Good faith, bad info: The IRS won't collect additional taxes from the estimated 50,000 people who filed their tax returns based on incorrect government statements regarding their 2014 health coverage. (Kaiser Health News)


Updated Nursing Home Compare: CMS has revised the rating system on its Nursing Home Compare website. About two-thirds of nursing homes will see a decline in their quality measures rating and about one-third in their overall star rating, according to CMS. (AHA News)



MU extension: Physicians won an extra three weeks to attest to Meaningful Use. The new deadline: March 20. The original deadline for attestation was Feb. 28. (MedPage Today)

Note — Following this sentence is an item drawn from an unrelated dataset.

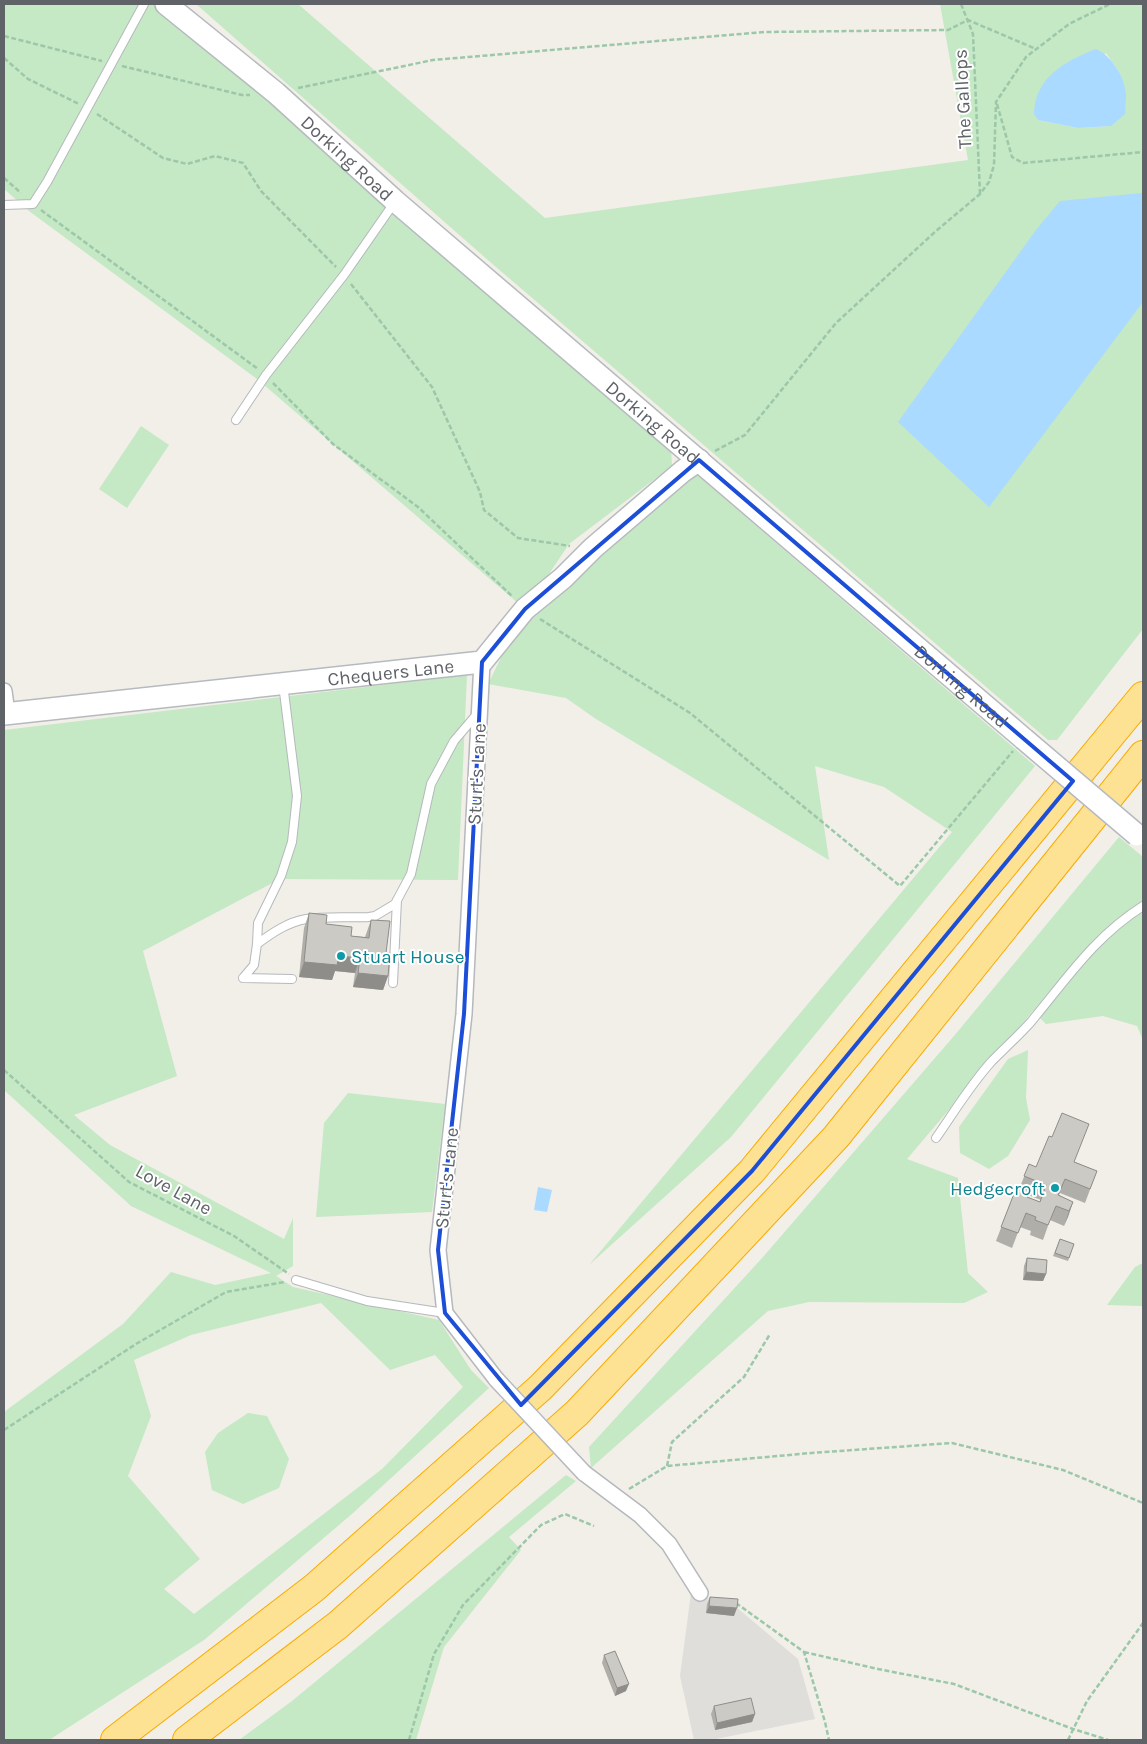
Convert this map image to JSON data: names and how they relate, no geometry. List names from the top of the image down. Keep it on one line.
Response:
{"streets":{"main road":["Dorking Road","Chequers Lane"],"street":["Sturt's Lane"],"path":["The Gallops","Love Lane"]},"crossings":[["Dorking Road","Chequers Lane"],["Chequers Lane","Sturt's Lane"]],"places":["Stuart House","Hedgecroft"]}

Video: King v. Burwell debate

"King v. Burwell:  Debating the Future of the ACA," a webinar hosted by the National Institute for Health Care Management, features a point-counterpoint debate between Nicholas Bagley of the University of Michigan and Michael Cannon of The Cato Institute. Among the areas covered: the legal foundation of the case and predictions for the decision based on judicial perspectives and precedents, and the impact of a ruling for the plaintiff on the viability of ACA--and on consumers, hospitals, health plans and states. Julie Rovner of Kaiser Health News moderates. (webinar)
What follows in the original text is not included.